🤖 AI Summary
Best-of-N (BoN) stochastic prompt injection attacks—particularly those exploiting minor orthographic perturbations (e.g., case variations, punctuation) to achieve jailbreaking—pose a critical threat to LLM safety.
Method: This paper proposes an iterative safety scoring framework powered by evaluation-oriented large language models. It explicitly incorporates jailbreaking intent recognition into the prompt evaluation pipeline, jointly modeling semantic perturbation robustness and structured jailbreaking pattern detection. The framework is designed for efficient deployment using lightweight evaluators (e.g., LLaMA-3-8B-Instruct).

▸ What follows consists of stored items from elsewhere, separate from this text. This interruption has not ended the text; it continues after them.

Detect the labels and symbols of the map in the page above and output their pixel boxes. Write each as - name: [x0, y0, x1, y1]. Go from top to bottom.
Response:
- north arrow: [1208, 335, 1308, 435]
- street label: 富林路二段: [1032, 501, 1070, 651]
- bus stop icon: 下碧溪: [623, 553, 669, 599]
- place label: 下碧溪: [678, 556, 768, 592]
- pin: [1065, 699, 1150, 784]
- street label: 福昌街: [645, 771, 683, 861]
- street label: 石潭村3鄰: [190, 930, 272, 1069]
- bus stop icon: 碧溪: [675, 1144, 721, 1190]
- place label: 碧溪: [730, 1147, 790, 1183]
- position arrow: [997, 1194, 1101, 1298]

Results & Contributions: Our method blocks >99.8% of BoN attacks (95% CI: 99.28%–99.98%) and achieves protection performance comparable to Claude-class models even on resource-constrained evaluators. Key contributions include: (1) explicit modeling of jailbreaking intent, (2) a novel perturbation-robust evaluation paradigm, and (3) an efficient, deployable safety scoring framework.
📝 Abstract
Recent work showed Best-of-N (BoN) jailbreaking using repeated use of random augmentations (such as capitalization, punctuation, etc) is effective against all major large language models (LLMs). We have found that $100%$ of the BoN paper's successful jailbreaks (confidence interval $[99.65%, 100.00%]$) and $99.8%$ of successful jailbreaks in our replication (confidence interval $[99.28%, 99.98%]$) were blocked with our Defense Against The Dark Prompts (DATDP) method. The DATDP algorithm works by repeatedly utilizing an evaluation LLM to evaluate a prompt for dangerous or manipulative behaviors--unlike some other approaches, DATDP also explicitly looks for jailbreaking attempts--until a robust safety rating is generated. This success persisted even when utilizing smaller LLMs to power the evaluation (Claude and LLaMa-3-8B-instruct proved almost equally capable). These results show that, though language models are sensitive to seemingly innocuous changes to inputs, they seem also capable of successfully evaluating the dangers of these inputs. Versions of DATDP can therefore be added cheaply to generative AI systems to produce an immediate significant increase in safety.